New Artist Spotlight: Mike Masch’s Going to Make Us Love Lofi Again

Music

Mike Masch, rapper name Moment, is an artist we at YEDM really feel stupid for missing all these years. Hardly a new artist, Mash has been releaing huge, boldly-produced chill vibe albums since 2015 (possibly longer; we’re just going by his Bandcamp), but his music career goes back even farther than that. A child prodigy of sorts, Masch was performing piano recitals at the age of five and has a solid base in classics, jazz and blues.
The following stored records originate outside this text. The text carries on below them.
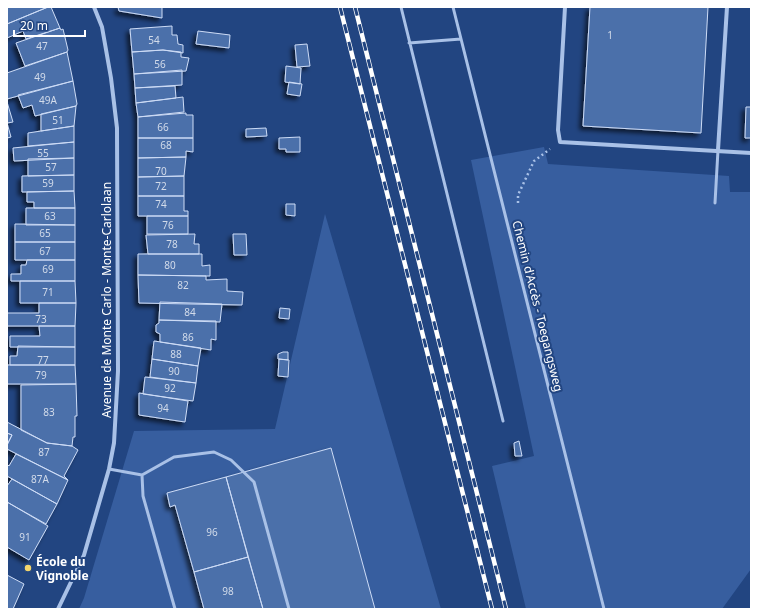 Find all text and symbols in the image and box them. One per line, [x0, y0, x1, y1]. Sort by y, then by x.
scale bar [14, 12, 85, 38]
text: 20 m [20, 17, 48, 34]
house number: 1 [607, 28, 613, 42]
house number: 54 [148, 33, 160, 47]
house number: 47 [36, 39, 48, 53]
house number: 56 [154, 57, 166, 71]
house number: 49 [34, 70, 46, 84]
house number: 49A [39, 93, 58, 107]
house number: 51 [52, 113, 64, 127]
house number: 66 [157, 120, 169, 134]
house number: 68 [160, 138, 172, 152]
house number: 55 [37, 146, 49, 160]
house number: 57 [45, 160, 57, 174]
house number: 70 [155, 164, 167, 178]
house number: 59 [42, 176, 54, 190]
house number: 72 [155, 179, 167, 193]
street label: Avenue de Monte Carlo - Monte-Carlolaan [98, 182, 115, 418]
house number: 74 [155, 197, 167, 211]
house number: 63 [44, 209, 56, 223]
house number: 76 [162, 218, 174, 232]
street label: Chemin d'Accès - Toegangsweg [508, 219, 568, 393]
house number: 65 [39, 226, 51, 240]
house number: 78 [166, 237, 178, 251]
house number: 67 [39, 244, 51, 258]
house number: 80 [164, 258, 176, 272]
house number: 69 [42, 262, 54, 276]
house number: 82 [177, 278, 189, 292]
house number: 71 [42, 285, 54, 299]
house number: 84 [184, 305, 196, 319]
house number: 73 [35, 312, 47, 326]
house number: 86 [182, 330, 194, 344]
house number: 88 [170, 347, 182, 361]
house number: 77 [37, 353, 49, 367]
house number: 90 [168, 364, 180, 378]
house number: 79 [35, 368, 47, 382]
house number: 92 [164, 381, 176, 395]
house number: 94 [157, 401, 169, 415]
house number: 83 [43, 405, 55, 419]
house number: 87 [38, 445, 50, 459]
house number: 87A [31, 472, 50, 486]
house number: 96 [206, 525, 218, 539]
house number: 91 [19, 530, 31, 544]
place label: École du Vignoble [36, 553, 89, 584]
marker: École du Vignoble [23, 563, 33, 573]
house number: 98 [222, 584, 234, 598] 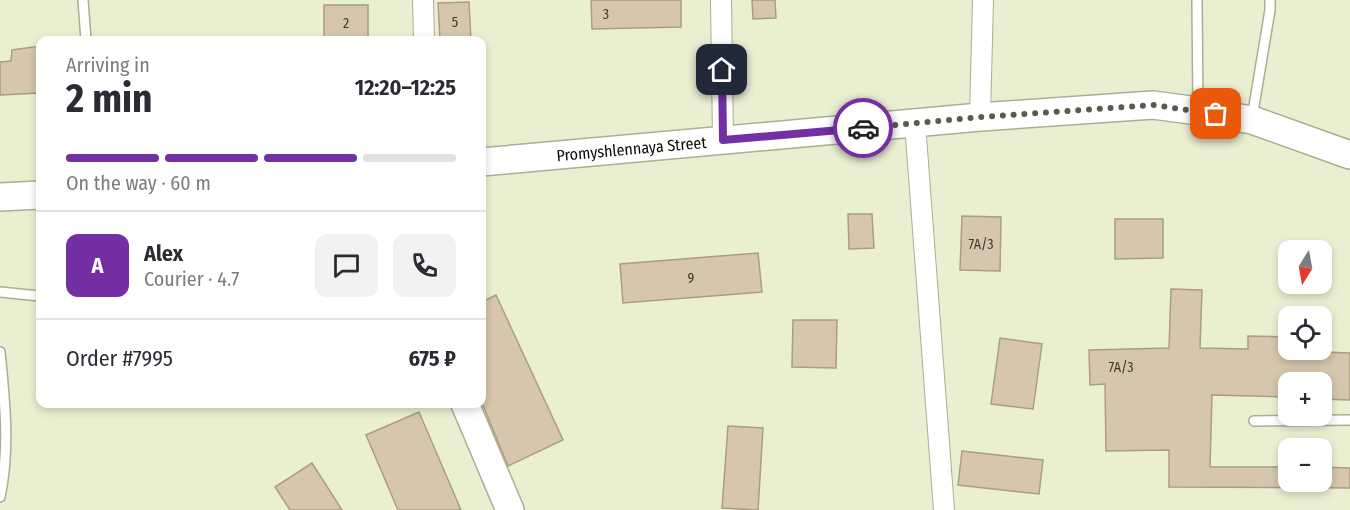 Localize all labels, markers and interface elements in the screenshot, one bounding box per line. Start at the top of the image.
house number: 3 [603,6,609,23]
house number: 5 [452,14,458,31]
house number: 2 [343,15,349,32]
pin [696,44,747,95]
text: Arriving in [66,53,150,77]
icon: home [705,53,738,86]
text: 12:20–12:25 [355,74,456,101]
text: 2 min [66,76,152,122]
pin [1190,88,1241,139]
icon: bag [1199,97,1232,130]
courier [833,98,893,158]
icon: car [847,112,880,145]
street label: Promyshlennaya Street [556,132,708,165]
text: On the way · 60 m [66,171,211,195]
button: chat [315,234,378,297]
button: phone [393,234,456,297]
house number: 7А/3 [968,236,994,253]
text: Alex [144,240,183,267]
north arrow [1278,240,1332,294]
map controls [1278,240,1332,492]
text: A [92,252,103,279]
text: Courier · 4.7 [144,267,239,291]
house number: 9 [688,270,695,287]
button: locate [1278,306,1332,360]
text: Order #7995 [66,345,173,372]
text: 675 ₽ [408,345,456,372]
house number: 7А/3 [1108,359,1134,376]
button: + [1278,372,1332,426]
button: − [1278,438,1332,492]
After loads of jobs in the music industry from DJ to label owner, it seems when Masch found electronic production, it seems he also found his home.

Masch’s sixth album Return to the Boulevard is his jazziest and most chill yet, it represents a culmination of sorts of his musical journey. A sort of recall of his seminal album, 2017’s jazz fusion-heavy Sanguine on Amplified Boulevard, Return to the Boulevard has a similar ultra-jazzy feel, but it’s clear there’s been lots of growth from Masch in the last five years. But we’re getting ahead of ourselves.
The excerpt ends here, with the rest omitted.